**Exercise:** Could you copy each line of the listing that holds "anchor"?
--
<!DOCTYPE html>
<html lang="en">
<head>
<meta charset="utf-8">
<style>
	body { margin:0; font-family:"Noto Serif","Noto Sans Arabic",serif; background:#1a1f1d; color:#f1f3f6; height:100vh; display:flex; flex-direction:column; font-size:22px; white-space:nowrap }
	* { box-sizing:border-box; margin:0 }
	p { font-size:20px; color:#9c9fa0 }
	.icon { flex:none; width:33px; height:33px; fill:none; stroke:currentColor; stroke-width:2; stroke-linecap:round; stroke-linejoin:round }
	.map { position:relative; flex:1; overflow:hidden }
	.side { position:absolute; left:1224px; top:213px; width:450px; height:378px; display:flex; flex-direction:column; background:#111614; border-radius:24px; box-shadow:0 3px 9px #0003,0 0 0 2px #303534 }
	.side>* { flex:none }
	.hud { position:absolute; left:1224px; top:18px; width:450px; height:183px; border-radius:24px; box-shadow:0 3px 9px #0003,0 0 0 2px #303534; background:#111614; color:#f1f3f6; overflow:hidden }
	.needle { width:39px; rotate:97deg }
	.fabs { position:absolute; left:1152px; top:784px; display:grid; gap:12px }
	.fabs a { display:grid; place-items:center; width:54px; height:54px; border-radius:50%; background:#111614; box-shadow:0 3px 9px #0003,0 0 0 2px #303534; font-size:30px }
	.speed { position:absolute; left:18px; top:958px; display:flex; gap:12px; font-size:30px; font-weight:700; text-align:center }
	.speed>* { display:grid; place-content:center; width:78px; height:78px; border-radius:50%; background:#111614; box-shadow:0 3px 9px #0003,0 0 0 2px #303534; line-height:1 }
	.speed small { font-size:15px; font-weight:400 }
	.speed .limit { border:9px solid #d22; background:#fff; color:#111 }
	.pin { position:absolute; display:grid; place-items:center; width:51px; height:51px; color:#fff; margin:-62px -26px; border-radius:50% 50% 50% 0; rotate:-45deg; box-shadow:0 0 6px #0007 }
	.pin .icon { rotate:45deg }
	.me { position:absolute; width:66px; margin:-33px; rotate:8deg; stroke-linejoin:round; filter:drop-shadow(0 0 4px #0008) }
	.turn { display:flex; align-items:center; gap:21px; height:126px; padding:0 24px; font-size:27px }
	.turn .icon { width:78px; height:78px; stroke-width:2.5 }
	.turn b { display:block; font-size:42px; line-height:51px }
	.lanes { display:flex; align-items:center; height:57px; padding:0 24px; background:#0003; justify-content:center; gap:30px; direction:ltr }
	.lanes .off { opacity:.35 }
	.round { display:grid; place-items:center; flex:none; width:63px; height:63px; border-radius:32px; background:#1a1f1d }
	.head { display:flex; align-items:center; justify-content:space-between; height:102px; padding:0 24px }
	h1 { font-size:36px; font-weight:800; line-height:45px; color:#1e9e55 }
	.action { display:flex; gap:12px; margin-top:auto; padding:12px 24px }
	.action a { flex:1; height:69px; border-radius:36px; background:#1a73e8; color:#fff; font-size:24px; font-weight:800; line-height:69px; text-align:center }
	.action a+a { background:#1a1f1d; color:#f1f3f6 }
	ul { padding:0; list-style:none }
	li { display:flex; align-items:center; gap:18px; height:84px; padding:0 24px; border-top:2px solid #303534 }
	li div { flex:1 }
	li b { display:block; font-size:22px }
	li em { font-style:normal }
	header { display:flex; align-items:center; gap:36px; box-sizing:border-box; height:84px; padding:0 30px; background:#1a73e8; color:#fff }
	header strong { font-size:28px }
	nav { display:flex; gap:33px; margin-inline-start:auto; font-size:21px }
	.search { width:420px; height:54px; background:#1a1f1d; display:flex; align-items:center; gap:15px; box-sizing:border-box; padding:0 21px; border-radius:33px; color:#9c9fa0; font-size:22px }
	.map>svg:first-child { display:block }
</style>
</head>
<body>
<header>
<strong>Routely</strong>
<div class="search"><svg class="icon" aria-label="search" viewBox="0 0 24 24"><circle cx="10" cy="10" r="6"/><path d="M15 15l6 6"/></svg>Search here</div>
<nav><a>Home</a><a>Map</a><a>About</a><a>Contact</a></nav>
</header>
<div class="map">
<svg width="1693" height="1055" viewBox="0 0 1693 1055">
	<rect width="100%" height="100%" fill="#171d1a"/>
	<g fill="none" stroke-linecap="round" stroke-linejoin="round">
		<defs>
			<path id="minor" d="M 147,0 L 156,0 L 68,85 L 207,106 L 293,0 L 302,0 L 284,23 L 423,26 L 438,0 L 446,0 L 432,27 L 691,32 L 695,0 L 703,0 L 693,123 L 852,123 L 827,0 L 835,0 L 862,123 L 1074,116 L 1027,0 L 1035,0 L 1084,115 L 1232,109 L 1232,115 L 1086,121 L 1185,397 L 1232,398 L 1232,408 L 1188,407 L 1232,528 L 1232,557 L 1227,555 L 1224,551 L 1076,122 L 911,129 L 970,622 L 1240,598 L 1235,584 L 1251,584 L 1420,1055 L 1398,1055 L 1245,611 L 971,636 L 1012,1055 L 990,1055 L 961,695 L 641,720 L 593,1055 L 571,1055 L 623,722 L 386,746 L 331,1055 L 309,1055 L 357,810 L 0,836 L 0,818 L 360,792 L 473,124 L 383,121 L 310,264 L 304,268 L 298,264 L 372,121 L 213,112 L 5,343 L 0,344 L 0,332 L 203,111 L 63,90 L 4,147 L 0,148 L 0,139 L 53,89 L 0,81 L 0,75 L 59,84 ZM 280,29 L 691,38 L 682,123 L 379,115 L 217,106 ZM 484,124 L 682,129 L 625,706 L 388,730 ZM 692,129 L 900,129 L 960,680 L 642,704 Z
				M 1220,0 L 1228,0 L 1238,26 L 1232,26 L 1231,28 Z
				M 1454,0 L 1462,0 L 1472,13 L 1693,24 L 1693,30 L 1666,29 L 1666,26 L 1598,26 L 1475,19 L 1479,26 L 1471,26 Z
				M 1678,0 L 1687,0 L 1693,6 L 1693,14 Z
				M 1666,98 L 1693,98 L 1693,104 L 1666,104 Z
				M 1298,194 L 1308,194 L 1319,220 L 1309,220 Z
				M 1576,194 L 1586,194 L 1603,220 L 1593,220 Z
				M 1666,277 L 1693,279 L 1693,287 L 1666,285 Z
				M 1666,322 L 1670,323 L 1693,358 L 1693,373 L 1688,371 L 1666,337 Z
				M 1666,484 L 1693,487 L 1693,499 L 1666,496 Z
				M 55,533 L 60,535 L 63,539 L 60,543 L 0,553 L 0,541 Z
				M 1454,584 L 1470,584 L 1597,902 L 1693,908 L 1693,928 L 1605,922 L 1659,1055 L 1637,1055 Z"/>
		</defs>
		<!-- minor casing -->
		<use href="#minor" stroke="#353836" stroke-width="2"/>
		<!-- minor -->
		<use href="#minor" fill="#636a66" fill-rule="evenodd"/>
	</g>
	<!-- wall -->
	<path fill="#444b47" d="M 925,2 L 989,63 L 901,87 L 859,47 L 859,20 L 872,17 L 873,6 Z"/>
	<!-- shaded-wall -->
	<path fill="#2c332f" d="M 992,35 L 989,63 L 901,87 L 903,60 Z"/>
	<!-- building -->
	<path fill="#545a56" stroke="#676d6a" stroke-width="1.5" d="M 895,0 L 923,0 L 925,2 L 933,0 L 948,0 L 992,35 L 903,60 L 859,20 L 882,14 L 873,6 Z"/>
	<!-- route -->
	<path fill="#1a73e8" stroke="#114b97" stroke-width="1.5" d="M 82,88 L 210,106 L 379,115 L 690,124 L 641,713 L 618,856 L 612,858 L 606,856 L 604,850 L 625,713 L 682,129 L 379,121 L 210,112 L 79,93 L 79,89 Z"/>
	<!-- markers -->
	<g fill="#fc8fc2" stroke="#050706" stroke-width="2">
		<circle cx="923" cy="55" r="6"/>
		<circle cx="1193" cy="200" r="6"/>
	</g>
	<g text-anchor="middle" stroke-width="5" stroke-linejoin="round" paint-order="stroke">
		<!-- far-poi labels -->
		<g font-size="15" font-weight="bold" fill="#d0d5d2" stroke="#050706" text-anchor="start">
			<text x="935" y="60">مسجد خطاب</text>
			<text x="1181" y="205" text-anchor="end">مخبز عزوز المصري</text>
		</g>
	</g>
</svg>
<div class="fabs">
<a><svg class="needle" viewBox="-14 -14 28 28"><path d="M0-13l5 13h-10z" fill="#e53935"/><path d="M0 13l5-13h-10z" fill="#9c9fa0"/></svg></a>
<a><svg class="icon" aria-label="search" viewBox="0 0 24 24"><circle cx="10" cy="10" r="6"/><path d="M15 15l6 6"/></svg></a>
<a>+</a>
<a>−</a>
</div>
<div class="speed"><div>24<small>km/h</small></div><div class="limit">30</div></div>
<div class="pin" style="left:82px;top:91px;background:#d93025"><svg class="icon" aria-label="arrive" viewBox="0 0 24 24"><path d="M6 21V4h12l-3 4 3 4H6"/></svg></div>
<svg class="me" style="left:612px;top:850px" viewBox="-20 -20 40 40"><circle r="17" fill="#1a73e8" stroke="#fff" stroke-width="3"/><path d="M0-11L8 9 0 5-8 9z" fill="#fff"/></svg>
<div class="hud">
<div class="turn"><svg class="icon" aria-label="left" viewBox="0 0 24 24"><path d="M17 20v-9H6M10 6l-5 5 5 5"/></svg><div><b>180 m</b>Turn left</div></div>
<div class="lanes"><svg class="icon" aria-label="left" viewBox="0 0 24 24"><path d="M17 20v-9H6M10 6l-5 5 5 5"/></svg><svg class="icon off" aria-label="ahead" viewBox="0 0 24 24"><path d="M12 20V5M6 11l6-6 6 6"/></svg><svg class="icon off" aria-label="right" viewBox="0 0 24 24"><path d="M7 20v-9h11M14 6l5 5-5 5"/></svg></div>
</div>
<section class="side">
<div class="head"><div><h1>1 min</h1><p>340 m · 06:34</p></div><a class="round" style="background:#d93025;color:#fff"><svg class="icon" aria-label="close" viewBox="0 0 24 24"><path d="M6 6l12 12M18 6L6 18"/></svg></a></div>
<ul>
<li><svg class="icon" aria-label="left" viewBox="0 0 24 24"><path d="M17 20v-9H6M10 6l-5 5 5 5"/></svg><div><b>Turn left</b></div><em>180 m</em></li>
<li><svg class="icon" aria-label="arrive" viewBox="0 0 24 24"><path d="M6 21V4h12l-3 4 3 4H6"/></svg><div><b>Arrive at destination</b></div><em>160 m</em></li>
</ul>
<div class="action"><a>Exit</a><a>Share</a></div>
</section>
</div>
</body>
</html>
--
**The completed task:**
	<g text-anchor="middle" stroke-width="5" stroke-linejoin="round" paint-order="stroke">
		<g font-size="15" font-weight="bold" fill="#d0d5d2" stroke="#050706" text-anchor="start">
			<text x="1181" y="205" text-anchor="end">مخبز عزوز المصري</text>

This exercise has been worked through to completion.